Restaurant chain tests 4-day work week

Shake Shack is getting creative in its effort to attract and retain scarce workers

Restaurant chain tests 4-day work week

by Matthew Boesler and Jeanna Smialek

Americans have been known to innovate when it comes to hamburgers. Maybe it’s no surprise, then, that Shake Shack Inc. is getting creative in its effort to attract and retain scarce workers.

Danny Meyer’s chain, famous for “concrete” milkshakes and gourmet burgers, is testing out a four-day schedule. Similar attempts have been made overseas, but the model hasn’t been widely adopted in the restaurant industry stateside.

Now, with a tightening labour market in the US and an unemployment rate near the lowest in almost five decades, the company is trying new approaches to recruitment, Chief Executive Officer Randy Garutti said Thursday at an investor conference in Las Vegas.

“Here in Las Vegas, in some of our Shacks, we’re testing a four-day work week. That’s a big thing. Nobody’s really been able to figure that out in the restaurant business,” Garutti said.

“If we can figure that out on scale, it could be a big opportunity,” he said. “We’re not promising it yet, but it’s something we’re having fun trying, and seeing how our leaders like it on a recruiting basis and ongoing retention basis.”
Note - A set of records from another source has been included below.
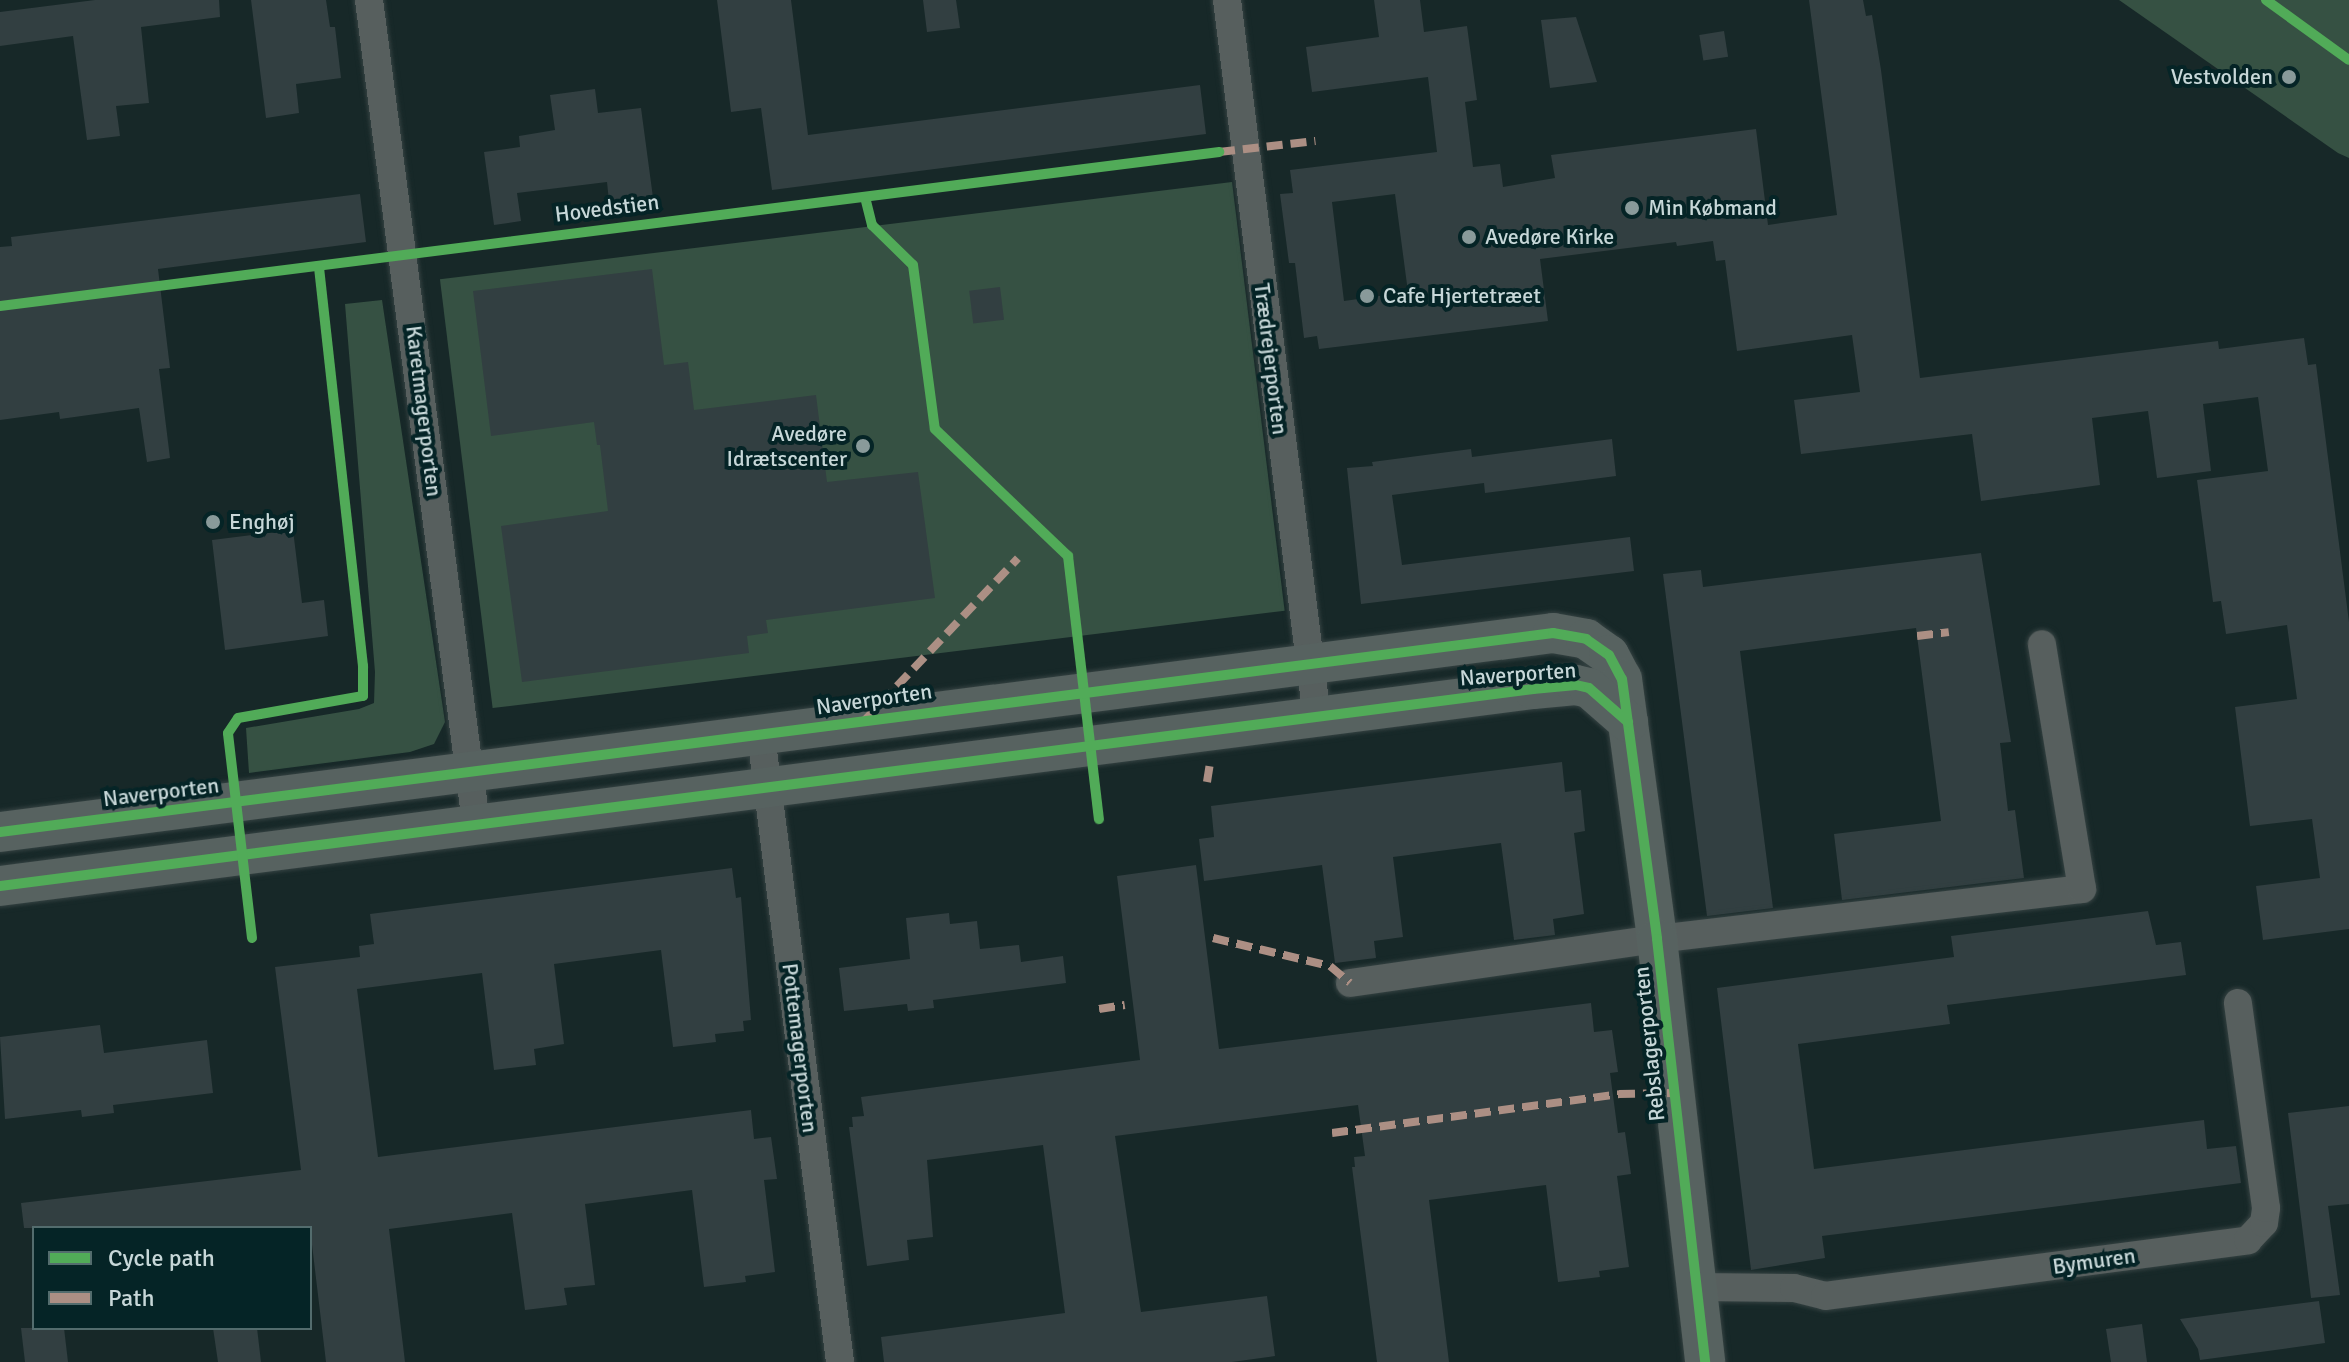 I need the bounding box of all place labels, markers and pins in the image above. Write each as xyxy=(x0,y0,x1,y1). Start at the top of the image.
place label: Vestvolden xyxy=(2171,64,2273,90)
marker: Vestvolden xyxy=(2280,68,2298,86)
place label: Min Købmand xyxy=(1648,195,1777,221)
marker: Min Købmand xyxy=(1623,199,1641,217)
place label: Avedøre Kirke xyxy=(1485,224,1614,250)
marker: Avedøre Kirke xyxy=(1460,228,1478,246)
place label: Cafe Hjertetræet xyxy=(1383,283,1541,309)
marker: Cafe Hjertetræet xyxy=(1358,287,1376,305)
place label: Avedøre Idrætscenter xyxy=(727,420,847,472)
marker: Avedøre Idrætscenter xyxy=(854,437,872,455)
place label: Enghøj xyxy=(229,509,295,535)
marker: Enghøj xyxy=(204,513,222,531)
Average hourly earnings for non-supervisory employees at limited-service restaurants rose 4.5% in the year through January, outpacing the national average for all industries by a full percentage point.

“Labour costs are a flashpoint,” Steve Joyce, CEO of Dine Brands Global Inc., the owner of Applebee’s and IHOP, said Thursday at the same conference. “The labour market is going to be tough this year. It will probably be tough next year.”